• **Extracted information**:

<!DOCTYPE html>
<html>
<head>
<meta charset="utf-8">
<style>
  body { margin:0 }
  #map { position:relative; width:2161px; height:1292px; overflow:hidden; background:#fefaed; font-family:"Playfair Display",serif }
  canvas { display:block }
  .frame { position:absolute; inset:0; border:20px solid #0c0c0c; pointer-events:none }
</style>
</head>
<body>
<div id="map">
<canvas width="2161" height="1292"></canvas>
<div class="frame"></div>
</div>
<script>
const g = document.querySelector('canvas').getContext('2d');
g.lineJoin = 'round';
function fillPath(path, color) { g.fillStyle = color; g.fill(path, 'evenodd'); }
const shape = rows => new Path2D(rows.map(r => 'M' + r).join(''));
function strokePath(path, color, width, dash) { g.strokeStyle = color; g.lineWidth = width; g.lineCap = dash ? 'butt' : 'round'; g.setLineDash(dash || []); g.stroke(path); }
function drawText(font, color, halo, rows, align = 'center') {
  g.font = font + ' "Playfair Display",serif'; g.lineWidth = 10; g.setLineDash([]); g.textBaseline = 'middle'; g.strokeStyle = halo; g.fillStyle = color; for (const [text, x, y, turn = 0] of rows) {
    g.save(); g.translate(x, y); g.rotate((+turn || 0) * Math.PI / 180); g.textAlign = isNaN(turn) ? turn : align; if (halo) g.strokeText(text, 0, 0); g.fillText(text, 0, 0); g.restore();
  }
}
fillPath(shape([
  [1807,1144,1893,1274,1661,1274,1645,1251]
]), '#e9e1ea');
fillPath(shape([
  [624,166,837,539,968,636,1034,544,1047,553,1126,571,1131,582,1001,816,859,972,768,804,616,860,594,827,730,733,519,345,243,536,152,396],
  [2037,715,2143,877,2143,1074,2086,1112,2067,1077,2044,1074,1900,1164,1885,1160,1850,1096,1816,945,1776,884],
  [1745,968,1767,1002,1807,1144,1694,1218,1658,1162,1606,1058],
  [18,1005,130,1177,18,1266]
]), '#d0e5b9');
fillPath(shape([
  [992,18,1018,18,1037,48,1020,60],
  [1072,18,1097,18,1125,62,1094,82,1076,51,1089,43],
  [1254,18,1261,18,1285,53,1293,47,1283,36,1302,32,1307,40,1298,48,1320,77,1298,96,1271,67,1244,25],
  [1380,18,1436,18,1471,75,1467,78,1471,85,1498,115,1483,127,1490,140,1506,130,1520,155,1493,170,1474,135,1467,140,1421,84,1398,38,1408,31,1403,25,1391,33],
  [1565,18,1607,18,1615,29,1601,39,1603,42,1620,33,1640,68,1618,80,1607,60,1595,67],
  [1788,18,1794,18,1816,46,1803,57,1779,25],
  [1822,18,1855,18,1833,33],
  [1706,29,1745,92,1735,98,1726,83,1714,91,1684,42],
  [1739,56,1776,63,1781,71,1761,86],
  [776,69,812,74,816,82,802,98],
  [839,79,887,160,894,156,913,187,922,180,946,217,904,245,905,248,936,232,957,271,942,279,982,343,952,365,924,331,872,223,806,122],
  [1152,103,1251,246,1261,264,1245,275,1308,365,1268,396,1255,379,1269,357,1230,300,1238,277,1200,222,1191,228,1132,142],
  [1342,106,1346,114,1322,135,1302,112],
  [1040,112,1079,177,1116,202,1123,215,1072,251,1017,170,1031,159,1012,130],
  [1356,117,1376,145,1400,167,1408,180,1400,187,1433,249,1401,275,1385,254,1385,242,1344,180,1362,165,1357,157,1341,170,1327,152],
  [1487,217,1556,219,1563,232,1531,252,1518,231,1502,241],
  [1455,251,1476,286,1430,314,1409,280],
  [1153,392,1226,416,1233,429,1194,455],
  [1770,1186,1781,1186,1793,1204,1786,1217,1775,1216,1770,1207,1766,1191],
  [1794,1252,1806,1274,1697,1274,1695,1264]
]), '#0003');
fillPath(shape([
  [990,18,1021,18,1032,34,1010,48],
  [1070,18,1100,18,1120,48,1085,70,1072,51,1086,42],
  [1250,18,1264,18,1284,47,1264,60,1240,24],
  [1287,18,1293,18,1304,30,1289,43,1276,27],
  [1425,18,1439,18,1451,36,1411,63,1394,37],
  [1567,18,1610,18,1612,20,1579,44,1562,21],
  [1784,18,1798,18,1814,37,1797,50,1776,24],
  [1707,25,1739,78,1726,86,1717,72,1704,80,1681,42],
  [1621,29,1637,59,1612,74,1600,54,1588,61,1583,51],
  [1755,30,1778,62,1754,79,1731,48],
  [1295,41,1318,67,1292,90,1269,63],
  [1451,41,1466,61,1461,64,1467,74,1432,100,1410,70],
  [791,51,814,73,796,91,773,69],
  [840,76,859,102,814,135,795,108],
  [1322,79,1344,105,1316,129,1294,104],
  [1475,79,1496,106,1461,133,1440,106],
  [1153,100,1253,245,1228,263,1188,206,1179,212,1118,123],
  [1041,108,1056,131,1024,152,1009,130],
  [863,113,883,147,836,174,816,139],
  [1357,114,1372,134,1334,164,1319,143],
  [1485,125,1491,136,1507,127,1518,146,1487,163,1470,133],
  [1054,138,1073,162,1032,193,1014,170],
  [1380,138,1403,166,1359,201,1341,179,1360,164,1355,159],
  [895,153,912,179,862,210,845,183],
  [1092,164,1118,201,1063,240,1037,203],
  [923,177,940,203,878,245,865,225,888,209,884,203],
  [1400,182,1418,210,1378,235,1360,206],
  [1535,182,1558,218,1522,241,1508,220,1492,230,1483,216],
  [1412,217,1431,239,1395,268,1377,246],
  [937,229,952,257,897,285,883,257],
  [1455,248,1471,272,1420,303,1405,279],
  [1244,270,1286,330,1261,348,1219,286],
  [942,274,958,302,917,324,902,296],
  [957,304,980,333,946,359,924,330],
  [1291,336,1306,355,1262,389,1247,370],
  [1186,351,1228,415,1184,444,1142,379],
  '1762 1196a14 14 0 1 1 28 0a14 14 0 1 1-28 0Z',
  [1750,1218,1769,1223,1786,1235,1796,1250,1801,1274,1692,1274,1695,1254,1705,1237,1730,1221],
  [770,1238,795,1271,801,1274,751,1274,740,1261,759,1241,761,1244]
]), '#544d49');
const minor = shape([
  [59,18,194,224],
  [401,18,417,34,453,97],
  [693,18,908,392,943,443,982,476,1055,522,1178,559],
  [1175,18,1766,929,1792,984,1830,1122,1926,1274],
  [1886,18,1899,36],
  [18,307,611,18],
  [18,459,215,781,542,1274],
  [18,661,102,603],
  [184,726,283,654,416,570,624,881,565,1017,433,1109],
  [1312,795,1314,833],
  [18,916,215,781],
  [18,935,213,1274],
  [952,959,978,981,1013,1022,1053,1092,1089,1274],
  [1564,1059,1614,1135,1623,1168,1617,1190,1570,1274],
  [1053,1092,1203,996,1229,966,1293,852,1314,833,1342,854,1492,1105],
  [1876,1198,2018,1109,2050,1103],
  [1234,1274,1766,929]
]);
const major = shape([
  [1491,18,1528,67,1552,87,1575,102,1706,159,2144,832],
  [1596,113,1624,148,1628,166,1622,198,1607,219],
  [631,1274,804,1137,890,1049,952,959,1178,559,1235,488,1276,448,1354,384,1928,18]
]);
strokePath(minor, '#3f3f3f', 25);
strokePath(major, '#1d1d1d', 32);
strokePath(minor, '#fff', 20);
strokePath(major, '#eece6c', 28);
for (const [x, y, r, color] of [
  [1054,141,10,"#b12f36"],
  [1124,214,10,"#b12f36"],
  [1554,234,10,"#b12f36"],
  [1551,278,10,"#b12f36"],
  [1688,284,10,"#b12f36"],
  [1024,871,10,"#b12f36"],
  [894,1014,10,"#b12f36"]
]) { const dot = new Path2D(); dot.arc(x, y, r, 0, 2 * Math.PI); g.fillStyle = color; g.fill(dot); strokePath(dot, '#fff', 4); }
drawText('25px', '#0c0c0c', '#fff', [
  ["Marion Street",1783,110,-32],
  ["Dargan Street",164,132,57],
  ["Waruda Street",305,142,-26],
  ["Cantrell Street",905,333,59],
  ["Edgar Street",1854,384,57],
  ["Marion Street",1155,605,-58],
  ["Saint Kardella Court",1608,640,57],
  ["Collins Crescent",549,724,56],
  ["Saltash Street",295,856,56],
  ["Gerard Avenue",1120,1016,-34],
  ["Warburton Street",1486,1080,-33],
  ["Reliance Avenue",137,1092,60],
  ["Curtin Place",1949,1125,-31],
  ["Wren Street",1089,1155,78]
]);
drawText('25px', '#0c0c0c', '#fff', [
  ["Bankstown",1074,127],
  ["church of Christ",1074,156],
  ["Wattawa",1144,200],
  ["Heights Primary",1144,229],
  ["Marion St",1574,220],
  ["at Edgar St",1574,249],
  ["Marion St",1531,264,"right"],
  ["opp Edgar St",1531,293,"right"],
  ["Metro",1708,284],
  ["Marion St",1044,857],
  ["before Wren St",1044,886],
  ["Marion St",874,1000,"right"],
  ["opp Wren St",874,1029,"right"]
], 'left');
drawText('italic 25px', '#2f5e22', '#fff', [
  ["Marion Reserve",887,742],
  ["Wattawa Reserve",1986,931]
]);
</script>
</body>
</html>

• **How to complete this task**:
Search the records for the string "major" and report each line that has it.

• **Exercise output**:
const major = shape([
strokePath(major, '#1d1d1d', 32);
strokePath(major, '#eece6c', 28);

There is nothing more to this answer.